Il faut dire que la marche est particulièrement haute dans le monde de la stratégie au tour par tour! Surtout que de nombreuses licences sont déjà installées dont certaines sont devenues tout simplement cultes. L’univers, l’équilibrage, le gameplay…tout doit être particulièrement bien dosé sous peine de perdre le gamer en route. Un droit à l’erreur réduit qui force le respect quant à l’ambition des développeurs.
Une pression à double-tranchant: ou la transcendance est de la partie ou l’effondrement est total. Cependant, la machine est rodée car le titre réunit l’ensemble du travail des créateurs effectué sur la licence. Pour un prix particulièrement attractif et, cerise sur le gâteau, avec une version augmentée sur PS5.

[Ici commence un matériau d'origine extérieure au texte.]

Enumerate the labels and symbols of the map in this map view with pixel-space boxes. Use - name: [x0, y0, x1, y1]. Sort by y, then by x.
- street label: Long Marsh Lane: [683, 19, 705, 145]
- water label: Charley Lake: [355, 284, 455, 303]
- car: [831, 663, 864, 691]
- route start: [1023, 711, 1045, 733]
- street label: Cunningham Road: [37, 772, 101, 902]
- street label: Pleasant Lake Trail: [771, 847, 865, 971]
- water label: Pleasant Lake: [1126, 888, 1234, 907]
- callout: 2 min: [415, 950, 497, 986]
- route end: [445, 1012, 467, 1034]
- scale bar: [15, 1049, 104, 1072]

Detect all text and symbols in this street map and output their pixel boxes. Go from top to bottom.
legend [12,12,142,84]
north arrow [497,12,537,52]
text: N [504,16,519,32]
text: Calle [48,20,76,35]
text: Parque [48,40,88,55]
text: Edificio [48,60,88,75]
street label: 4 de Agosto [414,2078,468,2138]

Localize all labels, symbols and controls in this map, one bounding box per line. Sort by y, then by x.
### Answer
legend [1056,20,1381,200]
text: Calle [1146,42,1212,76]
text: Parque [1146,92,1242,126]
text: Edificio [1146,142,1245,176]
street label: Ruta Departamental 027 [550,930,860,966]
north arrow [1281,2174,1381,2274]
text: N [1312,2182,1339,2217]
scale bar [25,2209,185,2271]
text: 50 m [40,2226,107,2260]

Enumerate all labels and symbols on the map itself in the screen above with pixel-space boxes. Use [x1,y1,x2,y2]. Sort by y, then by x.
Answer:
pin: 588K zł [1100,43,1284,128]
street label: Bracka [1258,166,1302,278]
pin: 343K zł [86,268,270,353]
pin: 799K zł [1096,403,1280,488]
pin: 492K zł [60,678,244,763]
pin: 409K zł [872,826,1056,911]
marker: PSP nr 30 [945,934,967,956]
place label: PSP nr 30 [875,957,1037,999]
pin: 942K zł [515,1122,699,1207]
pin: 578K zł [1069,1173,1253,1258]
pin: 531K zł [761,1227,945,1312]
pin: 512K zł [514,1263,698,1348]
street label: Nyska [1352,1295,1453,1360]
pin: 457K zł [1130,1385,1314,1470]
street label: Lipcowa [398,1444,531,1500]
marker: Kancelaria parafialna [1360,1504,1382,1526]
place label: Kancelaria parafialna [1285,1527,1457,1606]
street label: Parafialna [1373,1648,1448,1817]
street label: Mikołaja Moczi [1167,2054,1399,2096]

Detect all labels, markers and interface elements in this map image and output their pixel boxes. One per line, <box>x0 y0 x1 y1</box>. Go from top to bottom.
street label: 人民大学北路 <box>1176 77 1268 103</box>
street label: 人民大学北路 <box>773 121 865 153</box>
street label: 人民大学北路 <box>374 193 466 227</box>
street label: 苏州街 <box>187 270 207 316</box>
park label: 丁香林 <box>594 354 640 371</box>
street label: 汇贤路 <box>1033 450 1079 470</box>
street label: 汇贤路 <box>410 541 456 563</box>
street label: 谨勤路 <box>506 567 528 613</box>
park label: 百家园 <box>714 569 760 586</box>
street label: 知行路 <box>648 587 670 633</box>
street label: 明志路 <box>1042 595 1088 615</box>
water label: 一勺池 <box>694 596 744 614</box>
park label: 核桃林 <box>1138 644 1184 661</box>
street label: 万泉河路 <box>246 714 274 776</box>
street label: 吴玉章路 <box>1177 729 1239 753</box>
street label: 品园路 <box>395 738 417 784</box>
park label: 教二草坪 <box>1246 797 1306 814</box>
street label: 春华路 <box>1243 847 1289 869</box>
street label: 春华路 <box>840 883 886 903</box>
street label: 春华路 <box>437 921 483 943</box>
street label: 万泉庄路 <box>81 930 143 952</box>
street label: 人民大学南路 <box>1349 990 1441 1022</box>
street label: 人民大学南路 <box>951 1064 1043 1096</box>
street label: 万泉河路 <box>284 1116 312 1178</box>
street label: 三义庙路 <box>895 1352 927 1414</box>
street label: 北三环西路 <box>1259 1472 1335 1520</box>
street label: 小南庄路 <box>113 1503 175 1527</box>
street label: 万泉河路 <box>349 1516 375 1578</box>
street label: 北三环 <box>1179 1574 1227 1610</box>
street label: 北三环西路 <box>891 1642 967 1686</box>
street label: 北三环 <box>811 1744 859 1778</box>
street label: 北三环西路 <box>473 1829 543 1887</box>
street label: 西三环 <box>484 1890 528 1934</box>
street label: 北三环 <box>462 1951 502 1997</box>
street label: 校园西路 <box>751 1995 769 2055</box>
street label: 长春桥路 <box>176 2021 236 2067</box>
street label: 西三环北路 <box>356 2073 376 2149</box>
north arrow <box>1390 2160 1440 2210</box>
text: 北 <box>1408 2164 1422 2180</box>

Préparez vous jeunes recrues! L’heure est propice et il est temps de se rendre sur l’impitoyable champ de bataille où règne la Mort en personne…
War amère
Soyons francs : si War Theatre vise un public particulier, il va sans dire que cette version PS5 est très généreuse au niveau de son contenu. Ainsi, si la promesse de graphismes et de framerate à la hausse ne saute pas spécialement aux yeux, les différents modes assurent comme il se doit! Entre les escarmouches uniques, où vous aurez le choix des conditions de victoire (tout détruire, assassiner ou encore capturer), le multi (nous y reviendrons) et les campagnes, il est clair que le jeu saura vous accompagner durant de longues heures (avec de nombreux heurts) pour peu que vous accrochiez au trip.
De plus, le studio a eu l’heureuse idée de vous mettre la partie “Legacy” qui n’est autre que l’aventure de base War Theatre en plus de celle proposée, Blood of Winter. Et les chiffres donnent le tournis: 13 héros aux caractéristiques distinctes pour mener les troupes au bain de sang qui se prépare lors de chaque joute. Autant dire que vous en aurez largement pour votre argent, assurant une durée de vie bien costaude pour un défi qui l’est tout autant! Mais avant de vous détailler le gameplay, il convient de vous évoquer la direction artistique absolument fabuleuse.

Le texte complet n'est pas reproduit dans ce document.